An interesting aspect of the European rescue plan for Greece is that the ISDA (the International Swaps and Derivatives Association) ruled that the restructuring was not a credit event for the purpose of settling credit default swaps. ISDA’s rationale is that the restructuring was voluntary — if you want to continue to hold unrestructured Greek debt, you can. Nevertheless, many bondholders will have a financial experience equivalent to a default; they will take a writedown on their debt, accept lower coupons, and have a guaranteed principal payment.

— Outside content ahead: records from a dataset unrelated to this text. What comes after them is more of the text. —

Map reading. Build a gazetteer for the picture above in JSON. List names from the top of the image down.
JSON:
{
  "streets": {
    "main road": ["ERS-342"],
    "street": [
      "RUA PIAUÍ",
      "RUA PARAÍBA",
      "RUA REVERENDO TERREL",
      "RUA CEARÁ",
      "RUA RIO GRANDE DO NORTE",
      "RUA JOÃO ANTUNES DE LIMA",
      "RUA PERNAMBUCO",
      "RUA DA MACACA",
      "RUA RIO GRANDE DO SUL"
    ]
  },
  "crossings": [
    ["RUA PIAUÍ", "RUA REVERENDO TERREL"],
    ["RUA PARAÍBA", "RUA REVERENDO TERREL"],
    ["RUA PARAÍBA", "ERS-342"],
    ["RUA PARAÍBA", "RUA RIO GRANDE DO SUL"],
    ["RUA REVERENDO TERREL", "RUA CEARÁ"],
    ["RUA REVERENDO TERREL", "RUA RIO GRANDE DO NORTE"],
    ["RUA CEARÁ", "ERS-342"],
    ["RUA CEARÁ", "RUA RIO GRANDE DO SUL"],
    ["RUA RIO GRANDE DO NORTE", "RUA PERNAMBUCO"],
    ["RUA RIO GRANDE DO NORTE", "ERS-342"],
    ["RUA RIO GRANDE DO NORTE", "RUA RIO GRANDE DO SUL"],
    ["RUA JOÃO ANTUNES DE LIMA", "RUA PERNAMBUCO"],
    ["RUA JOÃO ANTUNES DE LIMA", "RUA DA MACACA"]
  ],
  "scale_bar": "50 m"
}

Probably a goal of the rescue was to avoid creating a credit event. There were fears that an official Greek default would cause CDS sellers to fail (remember AIG?), in which case CDS buyers (such as banks) who thought they had hedged their Greek government bond positions would not have been hedged, and this could have caused a cascade of failures. It’s hard to know if this was a plausible scenario, but this time at any rate, we won’t have to find out.
Won’t this ‘default without a default’ particularly hurt the CDS buyers who had a reason to hedge but, because of the ISDA’s funnybusiness, are left high and dry? The buyers get hit in both scenarios: 1) the ISDA calls it a default but the CDS sellers can’t pay, and 2) The ISDA doesn’t call it a default so CDS buyers don’t get paid anyways.
So the potential cascade would have to come from somewhere else. Perhaps the CDS sellers are in a particularly weak position or they sold an inordinate amount of insurance. The ISDA apparently wants to prop up the CDS sellers but is okay throwing buyers under the bus.
Good question. Keep in mind that CDS prices track bonds prices, so that when the CDS premium falls the non-restructured bond price should increase. It appears that both did happen, though i didn’t try to compute the return on a hedged position. A harder question to answer is how the CDS price relates to the price of a restructured bond. I’m not sure.